(Saved data entries)
◇ ◇ ◇ ◇ ◇

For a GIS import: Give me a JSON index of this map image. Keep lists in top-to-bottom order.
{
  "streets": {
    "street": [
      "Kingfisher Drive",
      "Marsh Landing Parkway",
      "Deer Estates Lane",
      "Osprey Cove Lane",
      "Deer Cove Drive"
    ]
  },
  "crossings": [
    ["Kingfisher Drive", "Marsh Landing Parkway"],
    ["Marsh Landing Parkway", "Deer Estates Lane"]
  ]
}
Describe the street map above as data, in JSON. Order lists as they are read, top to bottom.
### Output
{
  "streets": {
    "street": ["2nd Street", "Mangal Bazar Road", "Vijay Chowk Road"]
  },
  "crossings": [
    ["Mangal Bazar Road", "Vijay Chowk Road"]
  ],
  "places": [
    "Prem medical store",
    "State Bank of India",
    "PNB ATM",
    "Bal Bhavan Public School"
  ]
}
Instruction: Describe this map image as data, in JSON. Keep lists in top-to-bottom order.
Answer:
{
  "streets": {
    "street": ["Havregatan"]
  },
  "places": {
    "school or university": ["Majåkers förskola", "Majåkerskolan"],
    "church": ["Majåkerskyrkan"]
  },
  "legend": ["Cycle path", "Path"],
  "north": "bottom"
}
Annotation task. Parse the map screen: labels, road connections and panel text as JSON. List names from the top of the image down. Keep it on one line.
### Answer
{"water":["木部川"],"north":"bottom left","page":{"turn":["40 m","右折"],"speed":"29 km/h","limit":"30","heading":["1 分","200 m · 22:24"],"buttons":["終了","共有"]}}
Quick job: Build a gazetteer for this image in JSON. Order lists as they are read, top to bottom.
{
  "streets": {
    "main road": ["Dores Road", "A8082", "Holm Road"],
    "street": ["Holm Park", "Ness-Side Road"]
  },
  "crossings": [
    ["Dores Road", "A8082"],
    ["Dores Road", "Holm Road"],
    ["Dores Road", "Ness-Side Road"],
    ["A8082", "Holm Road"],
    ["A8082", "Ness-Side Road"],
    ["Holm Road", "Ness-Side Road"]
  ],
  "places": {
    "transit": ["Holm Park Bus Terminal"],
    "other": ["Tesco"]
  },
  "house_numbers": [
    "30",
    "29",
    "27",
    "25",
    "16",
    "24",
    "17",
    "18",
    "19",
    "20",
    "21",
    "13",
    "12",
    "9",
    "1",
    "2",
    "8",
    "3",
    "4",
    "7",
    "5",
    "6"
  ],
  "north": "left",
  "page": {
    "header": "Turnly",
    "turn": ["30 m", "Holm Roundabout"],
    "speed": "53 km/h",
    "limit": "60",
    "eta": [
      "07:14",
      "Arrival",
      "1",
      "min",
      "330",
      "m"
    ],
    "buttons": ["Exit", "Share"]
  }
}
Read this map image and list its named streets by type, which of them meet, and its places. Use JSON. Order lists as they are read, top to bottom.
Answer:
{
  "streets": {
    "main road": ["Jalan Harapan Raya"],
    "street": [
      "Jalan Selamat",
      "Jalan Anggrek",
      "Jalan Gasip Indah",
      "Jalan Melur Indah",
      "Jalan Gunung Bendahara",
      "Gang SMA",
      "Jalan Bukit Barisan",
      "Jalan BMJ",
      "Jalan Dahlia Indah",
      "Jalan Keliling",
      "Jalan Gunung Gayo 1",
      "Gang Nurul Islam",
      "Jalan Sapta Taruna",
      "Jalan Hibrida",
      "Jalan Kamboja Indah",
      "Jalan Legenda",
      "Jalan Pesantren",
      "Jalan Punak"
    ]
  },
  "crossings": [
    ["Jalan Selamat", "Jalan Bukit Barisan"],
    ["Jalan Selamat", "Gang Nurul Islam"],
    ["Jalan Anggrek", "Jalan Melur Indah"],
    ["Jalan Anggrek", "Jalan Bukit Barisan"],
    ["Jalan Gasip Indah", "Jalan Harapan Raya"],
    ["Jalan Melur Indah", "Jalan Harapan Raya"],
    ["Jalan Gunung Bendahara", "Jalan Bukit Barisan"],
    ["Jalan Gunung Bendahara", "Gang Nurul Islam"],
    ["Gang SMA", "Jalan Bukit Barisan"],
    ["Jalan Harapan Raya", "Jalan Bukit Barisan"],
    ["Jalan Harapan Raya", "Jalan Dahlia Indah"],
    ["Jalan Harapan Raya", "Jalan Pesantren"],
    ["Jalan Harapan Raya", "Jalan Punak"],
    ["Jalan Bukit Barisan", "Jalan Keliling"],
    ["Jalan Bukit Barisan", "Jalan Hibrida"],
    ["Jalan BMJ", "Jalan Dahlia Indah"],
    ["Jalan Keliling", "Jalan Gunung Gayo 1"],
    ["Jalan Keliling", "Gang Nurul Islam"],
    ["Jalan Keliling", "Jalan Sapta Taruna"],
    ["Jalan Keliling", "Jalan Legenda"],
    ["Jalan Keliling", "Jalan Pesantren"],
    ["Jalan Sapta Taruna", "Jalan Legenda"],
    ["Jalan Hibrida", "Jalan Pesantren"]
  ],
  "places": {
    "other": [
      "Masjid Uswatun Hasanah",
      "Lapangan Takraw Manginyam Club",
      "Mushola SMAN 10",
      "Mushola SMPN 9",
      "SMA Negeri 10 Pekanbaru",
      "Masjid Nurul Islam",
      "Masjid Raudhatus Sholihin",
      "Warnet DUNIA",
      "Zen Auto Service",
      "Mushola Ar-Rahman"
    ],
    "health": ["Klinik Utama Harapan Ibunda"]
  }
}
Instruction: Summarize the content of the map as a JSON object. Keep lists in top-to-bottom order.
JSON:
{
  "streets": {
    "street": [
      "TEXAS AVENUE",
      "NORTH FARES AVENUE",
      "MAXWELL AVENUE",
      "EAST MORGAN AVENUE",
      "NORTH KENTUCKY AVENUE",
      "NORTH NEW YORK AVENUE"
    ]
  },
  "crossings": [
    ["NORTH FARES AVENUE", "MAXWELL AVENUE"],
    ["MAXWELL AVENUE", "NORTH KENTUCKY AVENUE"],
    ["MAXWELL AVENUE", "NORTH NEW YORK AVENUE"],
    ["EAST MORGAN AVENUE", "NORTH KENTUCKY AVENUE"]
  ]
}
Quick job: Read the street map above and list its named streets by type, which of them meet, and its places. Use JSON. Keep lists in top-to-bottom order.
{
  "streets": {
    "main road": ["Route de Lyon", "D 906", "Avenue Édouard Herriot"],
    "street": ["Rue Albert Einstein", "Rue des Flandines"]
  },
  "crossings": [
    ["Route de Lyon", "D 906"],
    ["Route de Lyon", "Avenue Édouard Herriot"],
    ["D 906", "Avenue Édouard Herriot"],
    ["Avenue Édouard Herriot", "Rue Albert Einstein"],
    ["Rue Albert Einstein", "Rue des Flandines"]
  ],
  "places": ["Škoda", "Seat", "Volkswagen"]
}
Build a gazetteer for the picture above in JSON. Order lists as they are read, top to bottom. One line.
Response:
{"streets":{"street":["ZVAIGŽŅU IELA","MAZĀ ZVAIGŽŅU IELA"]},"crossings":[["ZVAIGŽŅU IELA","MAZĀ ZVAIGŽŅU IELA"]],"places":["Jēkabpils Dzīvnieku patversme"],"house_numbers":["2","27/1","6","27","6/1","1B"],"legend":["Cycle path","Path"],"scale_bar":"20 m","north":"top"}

◇ ◇ ◇ ◇ ◇

- Directions for this task: Retype the records above exactly.

- Response to the task:
For a GIS import: Give me a JSON index of this map image. Keep lists in top-to-bottom order.
{
  "streets": {
    "street": [
      "Kingfisher Drive",
      "Marsh Landing Parkway",
      "Deer Estates Lane",
      "Osprey Cove Lane",
      "Deer Cove Drive"
    ]
  },
  "crossings": [
    ["Kingfisher Drive", "Marsh Landing Parkway"],
    ["Marsh Landing Parkway", "Deer Estates Lane"]
  ]
}
Describe the street map above as data, in JSON. Order lists as they are read, top to bottom.
### Output
{
  "streets": {
    "street": ["2nd Street", "Mangal Bazar Road", "Vijay Chowk Road"]
  },
  "crossings": [
    ["Mangal Bazar Road", "Vijay Chowk Road"]
  ],
  "places": [
    "Prem medical store",
    "State Bank of India",
    "PNB ATM",
    "Bal Bhavan Public School"
  ]
}
Instruction: Describe this map image as data, in JSON. Keep lists in top-to-bottom order.
Answer:
{
  "streets": {
    "street": ["Havregatan"]
  },
  "places": {
    "school or university": ["Majåkers förskola", "Majåkerskolan"],
    "church": ["Majåkerskyrkan"]
  },
  "legend": ["Cycle path", "Path"],
  "north": "bottom"
}
Annotation task. Parse the map screen: labels, road connections and panel text as JSON. List names from the top of the image down. Keep it on one line.
### Answer
{"water":["木部川"],"north":"bottom left","page":{"turn":["40 m","右折"],"speed":"29 km/h","limit":"30","heading":["1 分","200 m · 22:24"],"buttons":["終了","共有"]}}
Quick job: Build a gazetteer for this image in JSON. Order lists as they are read, top to bottom.
{
  "streets": {
    "main road": ["Dores Road", "A8082", "Holm Road"],
    "street": ["Holm Park", "Ness-Side Road"]
  },
  "crossings": [
    ["Dores Road", "A8082"],
    ["Dores Road", "Holm Road"],
    ["Dores Road", "Ness-Side Road"],
    ["A8082", "Holm Road"],
    ["A8082", "Ness-Side Road"],
    ["Holm Road", "Ness-Side Road"]
  ],
  "places": {
    "transit": ["Holm Park Bus Terminal"],
    "other": ["Tesco"]
  },
  "house_numbers": [
    "30",
    "29",
    "27",
    "25",
    "16",
    "24",
    "17",
    "18",
    "19",
    "20",
    "21",
    "13",
    "12",
    "9",
    "1",
    "2",
    "8",
    "3",
    "4",
    "7",
    "5",
    "6"
  ],
  "north": "left",
  "page": {
    "header": "Turnly",
    "turn": ["30 m", "Holm Roundabout"],
    "speed": "53 km/h",
    "limit": "60",
    "eta": [
      "07:14",
      "Arrival",
      "1",
      "min",
      "330",
      "m"
    ],
    "buttons": ["Exit", "Share"]
  }
}
Read this map image and list its named streets by type, which of them meet, and its places. Use JSON. Order lists as they are read, top to bottom.
Answer:
{
  "streets": {
    "main road": ["Jalan Harapan Raya"],
    "street": [
      "Jalan Selamat",
      "Jalan Anggrek",
      "Jalan Gasip Indah",
      "Jalan Melur Indah",
      "Jalan Gunung Bendahara",
      "Gang SMA",
      "Jalan Bukit Barisan",
      "Jalan BMJ",
      "Jalan Dahlia Indah",
      "Jalan Keliling",
      "Jalan Gunung Gayo 1",
      "Gang Nurul Islam",
      "Jalan Sapta Taruna",
      "Jalan Hibrida",
      "Jalan Kamboja Indah",
      "Jalan Legenda",
      "Jalan Pesantren",
      "Jalan Punak"
    ]
  },
  "crossings": [
    ["Jalan Selamat", "Jalan Bukit Barisan"],
    ["Jalan Selamat", "Gang Nurul Islam"],
    ["Jalan Anggrek", "Jalan Melur Indah"],
    ["Jalan Anggrek", "Jalan Bukit Barisan"],
    ["Jalan Gasip Indah", "Jalan Harapan Raya"],
    ["Jalan Melur Indah", "Jalan Harapan Raya"],
    ["Jalan Gunung Bendahara", "Jalan Bukit Barisan"],
    ["Jalan Gunung Bendahara", "Gang Nurul Islam"],
    ["Gang SMA", "Jalan Bukit Barisan"],
    ["Jalan Harapan Raya", "Jalan Bukit Barisan"],
    ["Jalan Harapan Raya", "Jalan Dahlia Indah"],
    ["Jalan Harapan Raya", "Jalan Pesantren"],
    ["Jalan Harapan Raya", "Jalan Punak"],
    ["Jalan Bukit Barisan", "Jalan Keliling"],
    ["Jalan Bukit Barisan", "Jalan Hibrida"],
    ["Jalan BMJ", "Jalan Dahlia Indah"],
    ["Jalan Keliling", "Jalan Gunung Gayo 1"],
    ["Jalan Keliling", "Gang Nurul Islam"],
    ["Jalan Keliling", "Jalan Sapta Taruna"],
    ["Jalan Keliling", "Jalan Legenda"],
    ["Jalan Keliling", "Jalan Pesantren"],
    ["Jalan Sapta Taruna", "Jalan Legenda"],
    ["Jalan Hibrida", "Jalan Pesantren"]
  ],
  "places": {
    "other": [
      "Masjid Uswatun Hasanah",
      "Lapangan Takraw Manginyam Club",
      "Mushola SMAN 10",
      "Mushola SMPN 9",
      "SMA Negeri 10 Pekanbaru",
      "Masjid Nurul Islam",
      "Masjid Raudhatus Sholihin",
      "Warnet DUNIA",
      "Zen Auto Service",
      "Mushola Ar-Rahman"
    ],
    "health": ["Klinik Utama Harapan Ibunda"]
  }
}
Instruction: Summarize the content of the map as a JSON object. Keep lists in top-to-bottom order.
JSON:
{
  "streets": {
    "street": [
      "TEXAS AVENUE",
      "NORTH FARES AVENUE",
      "MAXWELL AVENUE",
      "EAST MORGAN AVENUE",
      "NORTH KENTUCKY AVENUE",
      "NORTH NEW YORK AVENUE"
    ]
  },
  "crossings": [
    ["NORTH FARES AVENUE", "MAXWELL AVENUE"],
    ["MAXWELL AVENUE", "NORTH KENTUCKY AVENUE"],
    ["MAXWELL AVENUE", "NORTH NEW YORK AVENUE"],
    ["EAST MORGAN AVENUE", "NORTH KENTUCKY AVENUE"]
  ]
}
Quick job: Read the street map above and list its named streets by type, which of them meet, and its places. Use JSON. Keep lists in top-to-bottom order.
{
  "streets": {
    "main road": ["Route de Lyon", "D 906", "Avenue Édouard Herriot"],
    "street": ["Rue Albert Einstein", "Rue des Flandines"]
  },
  "crossings": [
    ["Route de Lyon", "D 906"],
    ["Route de Lyon", "Avenue Édouard Herriot"],
    ["D 906", "Avenue Édouard Herriot"],
    ["Avenue Édouard Herriot", "Rue Albert Einstein"],
    ["Rue Albert Einstein", "Rue des Flandines"]
  ],
  "places": ["Škoda", "Seat", "Volkswagen"]
}
Build a gazetteer for the picture above in JSON. Order lists as they are read, top to bottom. One line.
Response:
{"streets":{"street":["ZVAIGŽŅU IELA","MAZĀ ZVAIGŽŅU IELA"]},"crossings":[["ZVAIGŽŅU IELA","MAZĀ ZVAIGŽŅU IELA"]],"places":["Jēkabpils Dzīvnieku patversme"],"house_numbers":["2","27/1","6","27","6/1","1B"],"legend":["Cycle path","Path"],"scale_bar":"20 m","north":"top"}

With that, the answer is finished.